Task details:
Your answer should be every line of the entries that has the string "linecap" in it.

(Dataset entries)
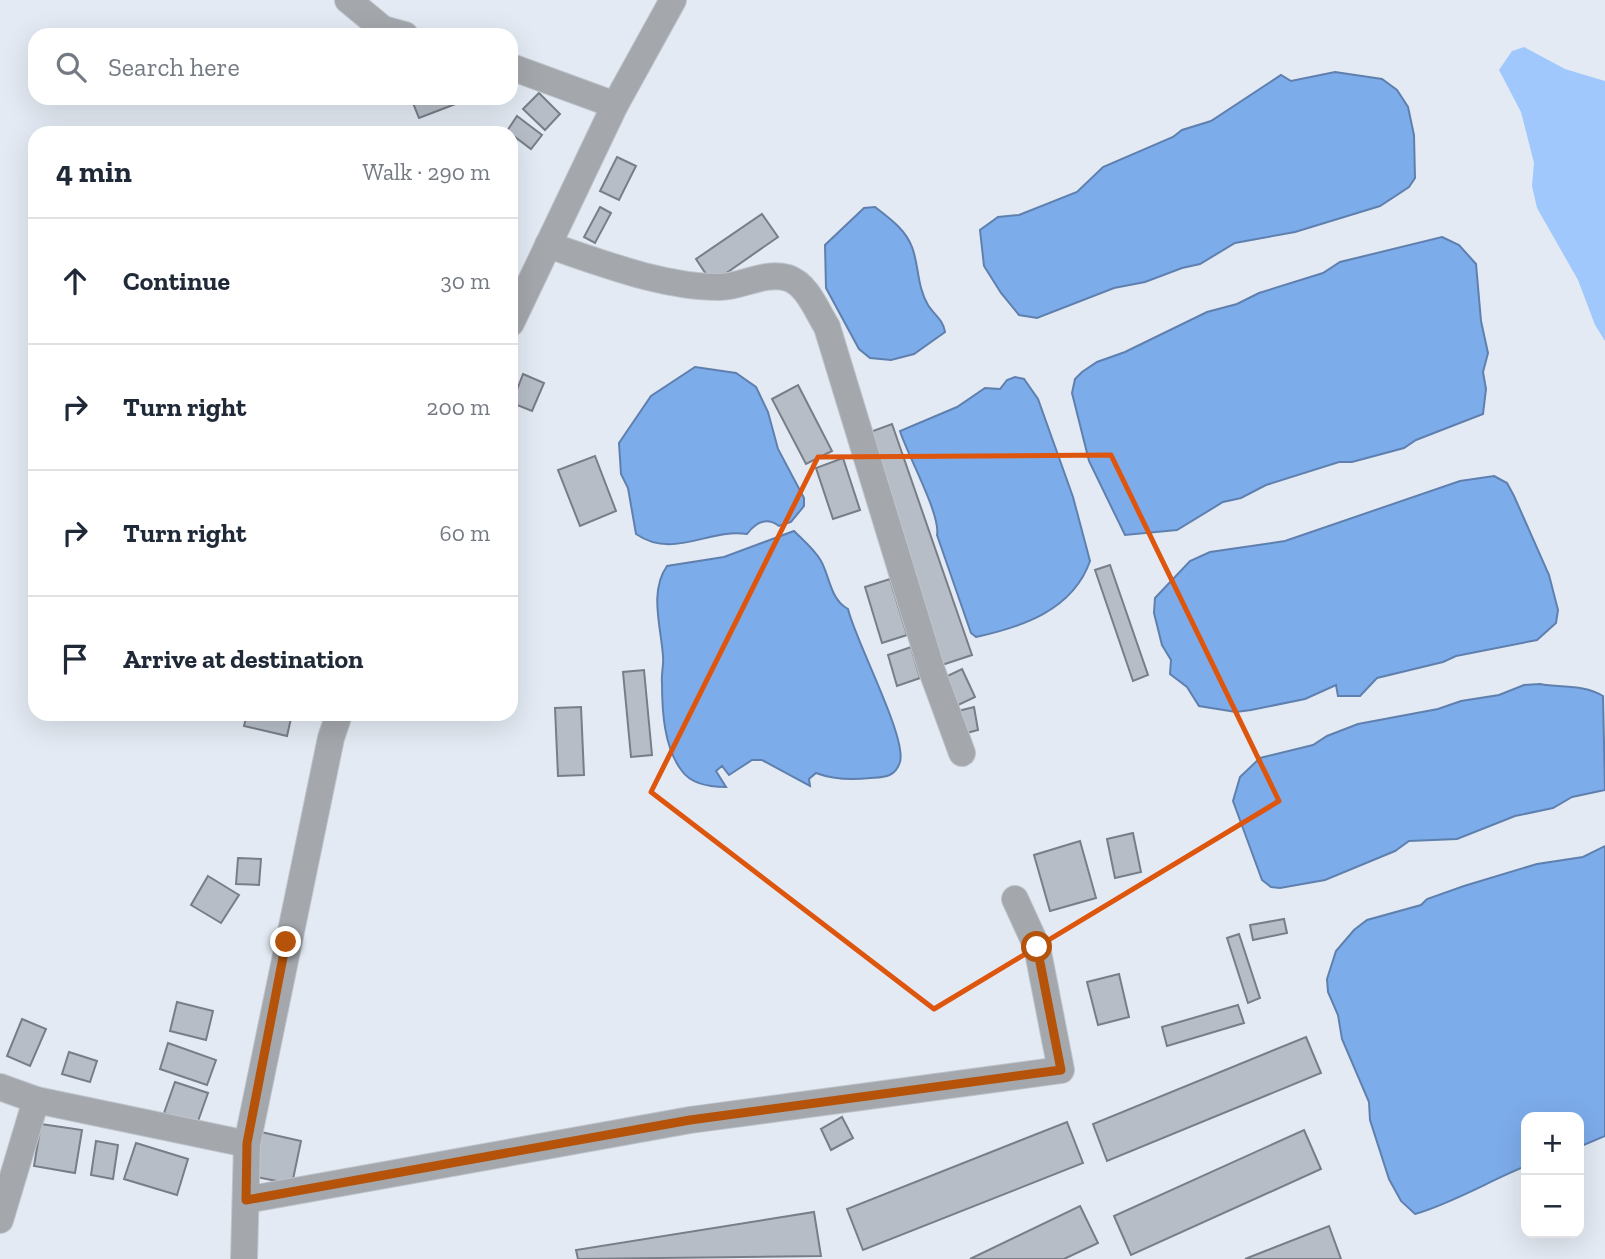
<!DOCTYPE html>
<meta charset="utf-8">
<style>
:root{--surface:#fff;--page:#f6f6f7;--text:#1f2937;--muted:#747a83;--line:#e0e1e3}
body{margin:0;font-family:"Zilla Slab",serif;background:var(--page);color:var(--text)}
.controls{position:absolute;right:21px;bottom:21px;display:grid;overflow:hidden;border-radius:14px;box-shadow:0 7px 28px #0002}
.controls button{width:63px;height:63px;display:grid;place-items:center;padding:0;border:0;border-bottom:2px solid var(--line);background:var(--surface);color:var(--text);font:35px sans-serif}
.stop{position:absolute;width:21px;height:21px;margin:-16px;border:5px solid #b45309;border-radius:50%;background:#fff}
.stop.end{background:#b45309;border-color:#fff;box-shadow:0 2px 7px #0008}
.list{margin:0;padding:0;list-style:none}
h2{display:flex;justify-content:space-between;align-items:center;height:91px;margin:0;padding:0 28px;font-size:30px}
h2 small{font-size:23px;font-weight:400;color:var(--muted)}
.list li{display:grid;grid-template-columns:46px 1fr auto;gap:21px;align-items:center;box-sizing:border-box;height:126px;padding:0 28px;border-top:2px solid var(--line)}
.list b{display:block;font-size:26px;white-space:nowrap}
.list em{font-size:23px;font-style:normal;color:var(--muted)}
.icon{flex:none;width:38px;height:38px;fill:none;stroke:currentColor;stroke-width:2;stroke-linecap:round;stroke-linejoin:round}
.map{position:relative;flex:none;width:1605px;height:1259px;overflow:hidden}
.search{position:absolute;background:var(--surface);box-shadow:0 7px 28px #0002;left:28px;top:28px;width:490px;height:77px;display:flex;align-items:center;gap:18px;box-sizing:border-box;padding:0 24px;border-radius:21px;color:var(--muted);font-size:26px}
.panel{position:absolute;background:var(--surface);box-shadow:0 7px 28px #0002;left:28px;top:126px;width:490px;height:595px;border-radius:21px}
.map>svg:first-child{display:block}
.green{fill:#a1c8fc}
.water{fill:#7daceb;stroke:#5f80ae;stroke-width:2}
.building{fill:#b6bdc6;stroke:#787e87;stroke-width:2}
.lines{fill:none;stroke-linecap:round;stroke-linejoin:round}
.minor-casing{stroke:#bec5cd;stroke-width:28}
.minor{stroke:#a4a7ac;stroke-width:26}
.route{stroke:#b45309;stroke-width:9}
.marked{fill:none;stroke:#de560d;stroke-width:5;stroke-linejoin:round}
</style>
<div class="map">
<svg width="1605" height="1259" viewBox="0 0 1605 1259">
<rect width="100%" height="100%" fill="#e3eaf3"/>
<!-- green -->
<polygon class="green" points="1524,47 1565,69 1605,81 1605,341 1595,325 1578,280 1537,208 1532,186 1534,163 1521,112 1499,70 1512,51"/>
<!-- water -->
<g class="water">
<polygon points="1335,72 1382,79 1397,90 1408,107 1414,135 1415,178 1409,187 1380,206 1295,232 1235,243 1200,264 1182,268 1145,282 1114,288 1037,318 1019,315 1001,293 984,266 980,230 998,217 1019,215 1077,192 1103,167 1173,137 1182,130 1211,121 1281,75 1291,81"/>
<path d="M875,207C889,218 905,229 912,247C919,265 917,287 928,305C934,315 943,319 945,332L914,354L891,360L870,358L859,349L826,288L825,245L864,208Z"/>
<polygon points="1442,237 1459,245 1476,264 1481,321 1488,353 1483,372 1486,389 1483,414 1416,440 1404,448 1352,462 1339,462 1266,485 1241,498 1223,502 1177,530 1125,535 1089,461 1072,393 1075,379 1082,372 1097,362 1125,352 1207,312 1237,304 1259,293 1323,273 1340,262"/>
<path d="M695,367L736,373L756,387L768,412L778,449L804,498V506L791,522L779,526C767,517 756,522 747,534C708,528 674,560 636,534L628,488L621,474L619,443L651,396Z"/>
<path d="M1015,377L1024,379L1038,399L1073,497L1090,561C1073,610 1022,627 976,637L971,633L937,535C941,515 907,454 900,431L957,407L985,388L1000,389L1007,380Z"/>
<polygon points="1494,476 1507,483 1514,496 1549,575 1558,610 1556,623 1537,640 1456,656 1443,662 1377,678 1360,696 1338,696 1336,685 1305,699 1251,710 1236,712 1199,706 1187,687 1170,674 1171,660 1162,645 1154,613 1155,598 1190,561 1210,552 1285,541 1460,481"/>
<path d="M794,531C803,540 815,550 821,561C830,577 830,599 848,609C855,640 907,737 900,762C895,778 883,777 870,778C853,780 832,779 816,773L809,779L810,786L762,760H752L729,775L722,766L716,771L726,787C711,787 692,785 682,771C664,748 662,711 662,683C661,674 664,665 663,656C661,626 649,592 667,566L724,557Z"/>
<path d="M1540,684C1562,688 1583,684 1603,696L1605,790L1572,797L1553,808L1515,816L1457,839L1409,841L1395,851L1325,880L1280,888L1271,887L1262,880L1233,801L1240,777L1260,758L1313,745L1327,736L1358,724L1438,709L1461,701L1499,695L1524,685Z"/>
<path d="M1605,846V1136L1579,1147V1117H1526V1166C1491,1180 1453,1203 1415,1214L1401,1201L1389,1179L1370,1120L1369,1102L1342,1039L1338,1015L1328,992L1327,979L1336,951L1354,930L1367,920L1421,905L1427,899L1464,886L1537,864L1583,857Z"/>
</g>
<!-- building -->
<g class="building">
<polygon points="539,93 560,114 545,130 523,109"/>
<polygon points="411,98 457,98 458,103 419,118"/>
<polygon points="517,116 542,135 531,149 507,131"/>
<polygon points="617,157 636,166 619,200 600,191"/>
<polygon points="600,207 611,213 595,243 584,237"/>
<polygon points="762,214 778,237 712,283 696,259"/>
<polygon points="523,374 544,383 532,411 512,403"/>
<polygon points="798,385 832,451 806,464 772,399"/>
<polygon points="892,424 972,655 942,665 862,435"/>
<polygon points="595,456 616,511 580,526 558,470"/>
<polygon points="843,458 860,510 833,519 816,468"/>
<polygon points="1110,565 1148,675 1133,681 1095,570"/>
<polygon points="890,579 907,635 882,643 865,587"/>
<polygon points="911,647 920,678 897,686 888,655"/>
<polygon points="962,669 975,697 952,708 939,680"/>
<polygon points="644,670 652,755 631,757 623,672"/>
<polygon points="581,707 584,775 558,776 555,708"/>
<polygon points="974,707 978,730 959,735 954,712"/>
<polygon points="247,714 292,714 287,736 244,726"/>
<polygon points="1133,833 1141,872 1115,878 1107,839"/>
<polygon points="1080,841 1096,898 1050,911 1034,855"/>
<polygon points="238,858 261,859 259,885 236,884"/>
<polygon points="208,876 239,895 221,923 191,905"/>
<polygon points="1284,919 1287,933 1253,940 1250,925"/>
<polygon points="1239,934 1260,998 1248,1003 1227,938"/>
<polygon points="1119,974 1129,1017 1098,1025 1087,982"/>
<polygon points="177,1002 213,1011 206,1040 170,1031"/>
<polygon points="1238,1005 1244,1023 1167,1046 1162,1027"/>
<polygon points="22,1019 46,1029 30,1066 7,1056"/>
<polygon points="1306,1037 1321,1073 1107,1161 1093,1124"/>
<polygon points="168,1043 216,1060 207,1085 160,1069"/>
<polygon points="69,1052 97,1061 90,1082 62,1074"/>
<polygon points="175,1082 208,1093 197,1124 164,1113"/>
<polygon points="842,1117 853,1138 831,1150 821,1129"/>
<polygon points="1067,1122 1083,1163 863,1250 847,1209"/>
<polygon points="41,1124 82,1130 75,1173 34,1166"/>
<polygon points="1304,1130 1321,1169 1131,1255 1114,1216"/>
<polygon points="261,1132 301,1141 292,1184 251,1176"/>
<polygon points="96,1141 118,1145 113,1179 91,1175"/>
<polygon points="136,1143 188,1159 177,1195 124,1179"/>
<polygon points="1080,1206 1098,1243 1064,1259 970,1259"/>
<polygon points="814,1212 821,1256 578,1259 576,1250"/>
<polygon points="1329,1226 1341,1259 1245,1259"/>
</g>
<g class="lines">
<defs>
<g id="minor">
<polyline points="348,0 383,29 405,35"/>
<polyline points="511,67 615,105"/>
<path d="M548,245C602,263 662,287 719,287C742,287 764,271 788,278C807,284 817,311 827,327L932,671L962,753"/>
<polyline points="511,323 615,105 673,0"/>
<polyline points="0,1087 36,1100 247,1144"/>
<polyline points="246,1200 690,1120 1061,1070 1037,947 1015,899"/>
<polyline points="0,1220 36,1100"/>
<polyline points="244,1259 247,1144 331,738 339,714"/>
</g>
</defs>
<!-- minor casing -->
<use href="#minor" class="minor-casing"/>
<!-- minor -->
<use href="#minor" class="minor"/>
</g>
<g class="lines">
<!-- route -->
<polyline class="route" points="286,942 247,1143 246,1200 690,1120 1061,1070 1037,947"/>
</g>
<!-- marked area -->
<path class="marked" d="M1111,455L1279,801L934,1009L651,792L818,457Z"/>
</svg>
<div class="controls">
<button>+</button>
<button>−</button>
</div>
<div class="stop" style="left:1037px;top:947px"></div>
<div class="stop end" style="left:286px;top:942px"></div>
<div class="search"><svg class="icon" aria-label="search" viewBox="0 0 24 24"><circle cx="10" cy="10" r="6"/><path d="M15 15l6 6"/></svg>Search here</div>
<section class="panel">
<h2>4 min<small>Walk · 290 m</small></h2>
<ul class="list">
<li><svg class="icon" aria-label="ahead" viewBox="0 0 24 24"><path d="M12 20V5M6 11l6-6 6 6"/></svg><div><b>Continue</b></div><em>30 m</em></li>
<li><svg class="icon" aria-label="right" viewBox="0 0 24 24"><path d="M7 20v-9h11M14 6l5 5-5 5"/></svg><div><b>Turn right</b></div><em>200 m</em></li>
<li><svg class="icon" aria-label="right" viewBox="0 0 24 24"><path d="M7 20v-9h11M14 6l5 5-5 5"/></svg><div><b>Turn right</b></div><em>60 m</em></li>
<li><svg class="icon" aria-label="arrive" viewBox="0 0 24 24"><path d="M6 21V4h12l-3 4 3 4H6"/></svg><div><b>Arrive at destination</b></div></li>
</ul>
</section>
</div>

Your response:
.icon{flex:none;width:38px;height:38px;fill:none;stroke:currentColor;stroke-width:2;stroke-linecap:round;stroke-linejoin:round}
.lines{fill:none;stroke-linecap:round;stroke-linejoin:round}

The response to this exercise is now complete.